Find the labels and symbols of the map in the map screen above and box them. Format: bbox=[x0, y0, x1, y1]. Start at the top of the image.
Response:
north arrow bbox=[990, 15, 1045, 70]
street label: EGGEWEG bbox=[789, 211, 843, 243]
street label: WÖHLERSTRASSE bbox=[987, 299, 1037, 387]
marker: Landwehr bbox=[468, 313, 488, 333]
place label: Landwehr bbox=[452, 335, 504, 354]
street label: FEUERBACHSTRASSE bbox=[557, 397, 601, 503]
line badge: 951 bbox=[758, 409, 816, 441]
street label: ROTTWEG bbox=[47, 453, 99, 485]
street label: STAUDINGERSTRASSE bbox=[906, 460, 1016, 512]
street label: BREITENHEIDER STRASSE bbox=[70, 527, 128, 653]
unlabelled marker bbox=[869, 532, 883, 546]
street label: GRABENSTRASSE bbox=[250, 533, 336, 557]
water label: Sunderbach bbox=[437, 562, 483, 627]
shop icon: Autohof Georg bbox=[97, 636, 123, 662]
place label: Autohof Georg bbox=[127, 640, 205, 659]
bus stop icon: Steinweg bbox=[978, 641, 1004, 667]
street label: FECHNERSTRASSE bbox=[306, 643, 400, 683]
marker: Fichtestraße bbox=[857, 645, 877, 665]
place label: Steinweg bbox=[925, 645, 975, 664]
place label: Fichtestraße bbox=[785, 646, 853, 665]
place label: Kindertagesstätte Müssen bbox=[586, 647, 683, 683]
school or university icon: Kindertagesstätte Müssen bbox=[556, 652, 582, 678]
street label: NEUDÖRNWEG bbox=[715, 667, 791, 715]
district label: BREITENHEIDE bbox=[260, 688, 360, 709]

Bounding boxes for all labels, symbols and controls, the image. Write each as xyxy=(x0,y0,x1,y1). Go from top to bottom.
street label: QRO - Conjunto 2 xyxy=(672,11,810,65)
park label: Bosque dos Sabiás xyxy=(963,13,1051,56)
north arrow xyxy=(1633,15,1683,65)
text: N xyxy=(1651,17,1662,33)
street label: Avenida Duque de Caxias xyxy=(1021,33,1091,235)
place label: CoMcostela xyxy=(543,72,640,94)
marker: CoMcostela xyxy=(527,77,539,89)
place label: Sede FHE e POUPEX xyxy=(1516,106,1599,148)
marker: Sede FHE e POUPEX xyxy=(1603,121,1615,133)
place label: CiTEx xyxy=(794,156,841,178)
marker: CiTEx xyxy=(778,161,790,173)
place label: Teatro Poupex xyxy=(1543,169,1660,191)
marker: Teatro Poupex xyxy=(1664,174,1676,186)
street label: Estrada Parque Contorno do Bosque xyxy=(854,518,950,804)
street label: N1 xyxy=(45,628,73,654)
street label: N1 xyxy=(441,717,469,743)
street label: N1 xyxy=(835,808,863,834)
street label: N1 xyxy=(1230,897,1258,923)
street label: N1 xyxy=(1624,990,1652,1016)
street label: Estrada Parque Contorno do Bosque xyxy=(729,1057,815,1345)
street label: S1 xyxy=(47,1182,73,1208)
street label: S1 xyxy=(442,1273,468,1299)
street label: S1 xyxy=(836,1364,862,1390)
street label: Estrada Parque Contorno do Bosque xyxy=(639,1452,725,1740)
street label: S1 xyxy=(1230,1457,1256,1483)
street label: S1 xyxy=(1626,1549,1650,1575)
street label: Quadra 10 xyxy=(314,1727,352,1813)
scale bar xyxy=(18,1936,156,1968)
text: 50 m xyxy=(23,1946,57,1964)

→ **Work request**:
Reproduce exactly what is written in the listing above.

→ **Solution to the exercise**:
Find the labels and symbols of the map in the map screen above and box them. Format: bbox=[x0, y0, x1, y1]. Start at the top of the image.
Response:
north arrow bbox=[990, 15, 1045, 70]
street label: EGGEWEG bbox=[789, 211, 843, 243]
street label: WÖHLERSTRASSE bbox=[987, 299, 1037, 387]
marker: Landwehr bbox=[468, 313, 488, 333]
place label: Landwehr bbox=[452, 335, 504, 354]
street label: FEUERBACHSTRASSE bbox=[557, 397, 601, 503]
line badge: 951 bbox=[758, 409, 816, 441]
street label: ROTTWEG bbox=[47, 453, 99, 485]
street label: STAUDINGERSTRASSE bbox=[906, 460, 1016, 512]
street label: BREITENHEIDER STRASSE bbox=[70, 527, 128, 653]
unlabelled marker bbox=[869, 532, 883, 546]
street label: GRABENSTRASSE bbox=[250, 533, 336, 557]
water label: Sunderbach bbox=[437, 562, 483, 627]
shop icon: Autohof Georg bbox=[97, 636, 123, 662]
place label: Autohof Georg bbox=[127, 640, 205, 659]
bus stop icon: Steinweg bbox=[978, 641, 1004, 667]
street label: FECHNERSTRASSE bbox=[306, 643, 400, 683]
marker: Fichtestraße bbox=[857, 645, 877, 665]
place label: Steinweg bbox=[925, 645, 975, 664]
place label: Fichtestraße bbox=[785, 646, 853, 665]
place label: Kindertagesstätte Müssen bbox=[586, 647, 683, 683]
school or university icon: Kindertagesstätte Müssen bbox=[556, 652, 582, 678]
street label: NEUDÖRNWEG bbox=[715, 667, 791, 715]
district label: BREITENHEIDE bbox=[260, 688, 360, 709]

Bounding boxes for all labels, symbols and controls, the image. Write each as xyxy=(x0,y0,x1,y1). Go from top to bottom.
street label: QRO - Conjunto 2 xyxy=(672,11,810,65)
park label: Bosque dos Sabiás xyxy=(963,13,1051,56)
north arrow xyxy=(1633,15,1683,65)
text: N xyxy=(1651,17,1662,33)
street label: Avenida Duque de Caxias xyxy=(1021,33,1091,235)
place label: CoMcostela xyxy=(543,72,640,94)
marker: CoMcostela xyxy=(527,77,539,89)
place label: Sede FHE e POUPEX xyxy=(1516,106,1599,148)
marker: Sede FHE e POUPEX xyxy=(1603,121,1615,133)
place label: CiTEx xyxy=(794,156,841,178)
marker: CiTEx xyxy=(778,161,790,173)
place label: Teatro Poupex xyxy=(1543,169,1660,191)
marker: Teatro Poupex xyxy=(1664,174,1676,186)
street label: Estrada Parque Contorno do Bosque xyxy=(854,518,950,804)
street label: N1 xyxy=(45,628,73,654)
street label: N1 xyxy=(441,717,469,743)
street label: N1 xyxy=(835,808,863,834)
street label: N1 xyxy=(1230,897,1258,923)
street label: N1 xyxy=(1624,990,1652,1016)
street label: Estrada Parque Contorno do Bosque xyxy=(729,1057,815,1345)
street label: S1 xyxy=(47,1182,73,1208)
street label: S1 xyxy=(442,1273,468,1299)
street label: S1 xyxy=(836,1364,862,1390)
street label: Estrada Parque Contorno do Bosque xyxy=(639,1452,725,1740)
street label: S1 xyxy=(1230,1457,1256,1483)
street label: S1 xyxy=(1626,1549,1650,1575)
street label: Quadra 10 xyxy=(314,1727,352,1813)
scale bar xyxy=(18,1936,156,1968)
text: 50 m xyxy=(23,1946,57,1964)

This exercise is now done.